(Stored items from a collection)
▶

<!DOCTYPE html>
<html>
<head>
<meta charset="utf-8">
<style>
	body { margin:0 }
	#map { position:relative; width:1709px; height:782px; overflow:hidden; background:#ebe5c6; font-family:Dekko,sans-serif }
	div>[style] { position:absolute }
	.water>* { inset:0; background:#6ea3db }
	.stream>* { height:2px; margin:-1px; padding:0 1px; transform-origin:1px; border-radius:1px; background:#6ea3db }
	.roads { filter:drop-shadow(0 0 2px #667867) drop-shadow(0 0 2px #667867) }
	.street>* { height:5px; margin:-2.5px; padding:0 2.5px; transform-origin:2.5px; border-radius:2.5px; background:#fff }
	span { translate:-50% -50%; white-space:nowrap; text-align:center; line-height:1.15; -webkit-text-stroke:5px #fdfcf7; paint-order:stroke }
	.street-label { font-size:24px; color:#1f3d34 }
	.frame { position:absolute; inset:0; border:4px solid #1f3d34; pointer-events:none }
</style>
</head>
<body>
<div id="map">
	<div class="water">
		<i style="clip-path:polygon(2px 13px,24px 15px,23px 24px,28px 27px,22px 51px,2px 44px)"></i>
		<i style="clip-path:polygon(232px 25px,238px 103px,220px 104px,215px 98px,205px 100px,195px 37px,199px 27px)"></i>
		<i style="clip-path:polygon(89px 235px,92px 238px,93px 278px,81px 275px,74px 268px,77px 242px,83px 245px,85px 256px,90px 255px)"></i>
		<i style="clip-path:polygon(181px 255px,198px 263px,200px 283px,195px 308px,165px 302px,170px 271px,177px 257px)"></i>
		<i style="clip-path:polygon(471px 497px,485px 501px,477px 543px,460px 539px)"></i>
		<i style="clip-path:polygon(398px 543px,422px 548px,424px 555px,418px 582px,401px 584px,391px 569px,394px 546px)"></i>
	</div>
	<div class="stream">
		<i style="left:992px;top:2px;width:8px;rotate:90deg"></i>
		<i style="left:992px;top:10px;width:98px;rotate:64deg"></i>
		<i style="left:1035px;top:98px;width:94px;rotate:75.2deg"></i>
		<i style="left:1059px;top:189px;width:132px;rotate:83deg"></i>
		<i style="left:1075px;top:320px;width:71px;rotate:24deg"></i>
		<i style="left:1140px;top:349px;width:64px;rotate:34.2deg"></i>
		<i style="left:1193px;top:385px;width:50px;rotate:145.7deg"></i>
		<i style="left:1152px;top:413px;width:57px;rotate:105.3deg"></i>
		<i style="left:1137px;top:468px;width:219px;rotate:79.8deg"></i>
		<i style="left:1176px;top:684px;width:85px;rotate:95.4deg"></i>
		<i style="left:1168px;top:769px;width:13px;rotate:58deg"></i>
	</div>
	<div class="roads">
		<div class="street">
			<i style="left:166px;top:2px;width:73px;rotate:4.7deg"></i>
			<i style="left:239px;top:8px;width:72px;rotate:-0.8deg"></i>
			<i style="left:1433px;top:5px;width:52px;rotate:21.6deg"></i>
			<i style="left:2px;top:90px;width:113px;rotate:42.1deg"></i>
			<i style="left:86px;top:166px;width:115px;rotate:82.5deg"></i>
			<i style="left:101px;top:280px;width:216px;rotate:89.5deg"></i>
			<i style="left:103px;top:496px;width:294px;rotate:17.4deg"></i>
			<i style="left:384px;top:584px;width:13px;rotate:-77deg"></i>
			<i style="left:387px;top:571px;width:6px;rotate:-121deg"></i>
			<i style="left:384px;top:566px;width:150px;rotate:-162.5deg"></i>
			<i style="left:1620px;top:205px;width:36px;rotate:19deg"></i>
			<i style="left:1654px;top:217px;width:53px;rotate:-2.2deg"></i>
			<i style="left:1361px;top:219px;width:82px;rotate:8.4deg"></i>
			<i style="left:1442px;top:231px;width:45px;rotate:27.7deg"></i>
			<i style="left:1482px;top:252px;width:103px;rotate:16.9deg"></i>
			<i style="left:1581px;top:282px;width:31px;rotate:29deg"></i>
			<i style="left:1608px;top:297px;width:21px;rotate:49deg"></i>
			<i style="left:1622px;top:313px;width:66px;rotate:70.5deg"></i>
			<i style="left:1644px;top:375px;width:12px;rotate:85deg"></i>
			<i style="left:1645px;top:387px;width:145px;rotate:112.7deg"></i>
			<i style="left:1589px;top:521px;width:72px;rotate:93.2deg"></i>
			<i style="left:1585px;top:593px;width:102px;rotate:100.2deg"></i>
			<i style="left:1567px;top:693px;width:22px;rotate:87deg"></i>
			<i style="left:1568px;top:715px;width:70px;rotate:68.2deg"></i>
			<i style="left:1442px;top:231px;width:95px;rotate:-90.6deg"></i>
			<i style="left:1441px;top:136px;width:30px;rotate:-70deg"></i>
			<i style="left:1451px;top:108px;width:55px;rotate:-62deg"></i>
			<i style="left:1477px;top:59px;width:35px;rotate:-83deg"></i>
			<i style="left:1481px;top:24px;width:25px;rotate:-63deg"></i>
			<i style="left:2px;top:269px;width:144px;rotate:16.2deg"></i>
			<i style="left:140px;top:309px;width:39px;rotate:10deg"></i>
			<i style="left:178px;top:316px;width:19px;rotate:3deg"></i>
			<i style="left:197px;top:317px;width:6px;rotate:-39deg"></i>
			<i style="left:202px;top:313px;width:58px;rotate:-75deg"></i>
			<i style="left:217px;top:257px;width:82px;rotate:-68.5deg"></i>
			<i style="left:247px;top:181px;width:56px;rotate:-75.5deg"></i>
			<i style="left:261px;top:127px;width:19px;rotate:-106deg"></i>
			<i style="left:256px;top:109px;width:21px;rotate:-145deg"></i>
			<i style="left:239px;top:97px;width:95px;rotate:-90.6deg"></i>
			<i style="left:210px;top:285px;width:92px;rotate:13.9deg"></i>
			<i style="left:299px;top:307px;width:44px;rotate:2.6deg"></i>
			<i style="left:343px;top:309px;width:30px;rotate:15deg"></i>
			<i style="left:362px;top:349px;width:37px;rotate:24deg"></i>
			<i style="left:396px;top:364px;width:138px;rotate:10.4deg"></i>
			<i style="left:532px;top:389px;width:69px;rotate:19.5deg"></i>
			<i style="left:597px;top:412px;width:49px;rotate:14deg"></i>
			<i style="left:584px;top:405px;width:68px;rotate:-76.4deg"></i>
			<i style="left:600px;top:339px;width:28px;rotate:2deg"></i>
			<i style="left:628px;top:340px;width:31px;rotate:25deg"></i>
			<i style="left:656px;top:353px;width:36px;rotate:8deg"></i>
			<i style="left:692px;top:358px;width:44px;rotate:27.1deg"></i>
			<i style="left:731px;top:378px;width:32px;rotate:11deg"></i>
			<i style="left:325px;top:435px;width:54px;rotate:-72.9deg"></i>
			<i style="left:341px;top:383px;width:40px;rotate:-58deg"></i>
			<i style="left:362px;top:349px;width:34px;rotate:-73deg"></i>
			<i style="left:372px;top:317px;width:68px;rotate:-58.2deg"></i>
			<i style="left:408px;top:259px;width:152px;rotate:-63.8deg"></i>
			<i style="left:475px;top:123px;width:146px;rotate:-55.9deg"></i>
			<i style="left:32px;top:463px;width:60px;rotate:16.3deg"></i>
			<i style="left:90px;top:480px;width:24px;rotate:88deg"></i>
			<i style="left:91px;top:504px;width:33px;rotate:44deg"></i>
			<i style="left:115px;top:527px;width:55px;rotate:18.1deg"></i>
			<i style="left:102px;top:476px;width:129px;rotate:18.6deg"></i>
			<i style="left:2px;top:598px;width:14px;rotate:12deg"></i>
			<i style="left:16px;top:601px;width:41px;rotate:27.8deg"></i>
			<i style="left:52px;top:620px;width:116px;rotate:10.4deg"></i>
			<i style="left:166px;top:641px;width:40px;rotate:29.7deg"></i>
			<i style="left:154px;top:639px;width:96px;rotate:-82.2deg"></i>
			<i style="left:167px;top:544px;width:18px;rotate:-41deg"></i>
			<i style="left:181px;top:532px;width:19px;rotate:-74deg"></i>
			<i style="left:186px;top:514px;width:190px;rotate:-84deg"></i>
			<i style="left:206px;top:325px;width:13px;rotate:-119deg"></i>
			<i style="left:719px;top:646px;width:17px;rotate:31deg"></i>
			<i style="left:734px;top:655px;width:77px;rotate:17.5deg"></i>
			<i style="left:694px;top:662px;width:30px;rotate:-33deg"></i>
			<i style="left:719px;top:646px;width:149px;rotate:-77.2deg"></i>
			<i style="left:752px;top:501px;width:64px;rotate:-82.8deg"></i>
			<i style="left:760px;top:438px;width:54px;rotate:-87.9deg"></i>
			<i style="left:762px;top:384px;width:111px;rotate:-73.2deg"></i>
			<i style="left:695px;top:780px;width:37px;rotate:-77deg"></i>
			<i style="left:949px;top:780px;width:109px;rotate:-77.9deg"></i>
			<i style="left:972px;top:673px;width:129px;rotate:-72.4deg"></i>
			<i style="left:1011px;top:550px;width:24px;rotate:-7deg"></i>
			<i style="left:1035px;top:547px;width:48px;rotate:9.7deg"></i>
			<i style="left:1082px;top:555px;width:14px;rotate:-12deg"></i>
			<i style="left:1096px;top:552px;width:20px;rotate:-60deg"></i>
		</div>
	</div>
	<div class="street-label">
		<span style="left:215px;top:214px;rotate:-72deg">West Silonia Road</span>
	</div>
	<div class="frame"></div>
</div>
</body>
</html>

◀

- [Work to be completed]:
When the string "border" appears in a line of the records above, that line is to be copied.

- [Answer box]:
	.stream>* { height:2px; margin:-1px; padding:0 1px; transform-origin:1px; border-radius:1px; background:#6ea3db }
	.street>* { height:5px; margin:-2.5px; padding:0 2.5px; transform-origin:2.5px; border-radius:2.5px; background:#fff }
	.frame { position:absolute; inset:0; border:4px solid #1f3d34; pointer-events:none }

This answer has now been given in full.